Sopwith Camel 駱駝式戰鬥機
Many will remember the epic dogfights of“Snoopy and the Red Baron” From the Peanuts comic strip. While the great German Ace piloted his red Fokker Dr.I, Snoopy flew his dog house, which (in his mind), was the famed Sopwith Camel, an aircraft with its own rich history.
Entering service in the Summer of 1917, the Sopwith Camel came to be the most successful British fighter of World War I. The Camel got its moniker from the raised fairings built along the sides of the twin Vickers machine guns, giving the fuselage a “humped” profile. These guns were the first on a British fighter to be synchronised to fire through the propellor. Of fairly conventional design, the Camel utilised a bulky wooden fuselage and staggered wings covered with fabric. An alloy cowling wrapped around the radial engine.

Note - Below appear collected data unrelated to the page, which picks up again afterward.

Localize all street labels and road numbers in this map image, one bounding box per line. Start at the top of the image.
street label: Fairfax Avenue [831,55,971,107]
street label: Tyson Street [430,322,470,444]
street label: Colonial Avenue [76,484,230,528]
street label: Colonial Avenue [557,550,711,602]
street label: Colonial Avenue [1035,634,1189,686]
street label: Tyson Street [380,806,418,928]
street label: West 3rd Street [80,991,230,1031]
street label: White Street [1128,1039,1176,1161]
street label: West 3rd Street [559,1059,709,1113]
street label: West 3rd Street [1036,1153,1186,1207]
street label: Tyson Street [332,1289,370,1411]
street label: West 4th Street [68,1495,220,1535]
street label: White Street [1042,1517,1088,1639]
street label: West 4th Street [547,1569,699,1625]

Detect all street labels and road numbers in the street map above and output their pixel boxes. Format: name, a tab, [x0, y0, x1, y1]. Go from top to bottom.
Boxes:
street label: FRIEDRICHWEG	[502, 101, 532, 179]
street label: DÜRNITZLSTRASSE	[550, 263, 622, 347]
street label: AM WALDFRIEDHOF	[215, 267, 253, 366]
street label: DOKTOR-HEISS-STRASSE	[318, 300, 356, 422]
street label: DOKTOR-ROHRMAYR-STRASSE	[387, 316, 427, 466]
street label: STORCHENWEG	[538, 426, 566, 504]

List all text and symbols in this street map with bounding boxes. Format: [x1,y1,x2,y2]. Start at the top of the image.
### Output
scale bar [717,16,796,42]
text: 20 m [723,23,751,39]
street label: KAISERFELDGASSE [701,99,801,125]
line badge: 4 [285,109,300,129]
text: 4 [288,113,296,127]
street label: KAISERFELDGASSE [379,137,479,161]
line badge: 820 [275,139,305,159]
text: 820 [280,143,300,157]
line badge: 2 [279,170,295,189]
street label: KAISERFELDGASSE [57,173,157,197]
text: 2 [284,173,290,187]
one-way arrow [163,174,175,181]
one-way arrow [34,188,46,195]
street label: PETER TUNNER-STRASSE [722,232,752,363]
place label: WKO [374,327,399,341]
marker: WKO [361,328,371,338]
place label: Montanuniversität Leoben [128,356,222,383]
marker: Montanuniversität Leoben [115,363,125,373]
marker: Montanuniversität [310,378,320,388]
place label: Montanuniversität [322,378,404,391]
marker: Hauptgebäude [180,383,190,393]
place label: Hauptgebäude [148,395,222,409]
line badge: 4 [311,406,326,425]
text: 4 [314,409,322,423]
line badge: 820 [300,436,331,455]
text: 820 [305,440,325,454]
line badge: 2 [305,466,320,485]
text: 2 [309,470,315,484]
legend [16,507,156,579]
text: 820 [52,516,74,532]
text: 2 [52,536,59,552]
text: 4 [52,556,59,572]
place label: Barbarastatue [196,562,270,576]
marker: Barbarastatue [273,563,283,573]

Sharing some of its design with the earlier Sopwith Pup, the Camel was faster with improved armament, but was much harder to fly. The combined weight of engine, fuel tank, guns and pilot were concentrated towards the front of the plane giving it excellent manoeuvrability, but the inertia created by the rotary engine could cause the plane to “loop”wildly on take-off which caused the death of many novice pilots. By the war’s end, The Sopwith Camel’s seasoned pilots were credited for shooting down nearly 1,300 enemy aircraft.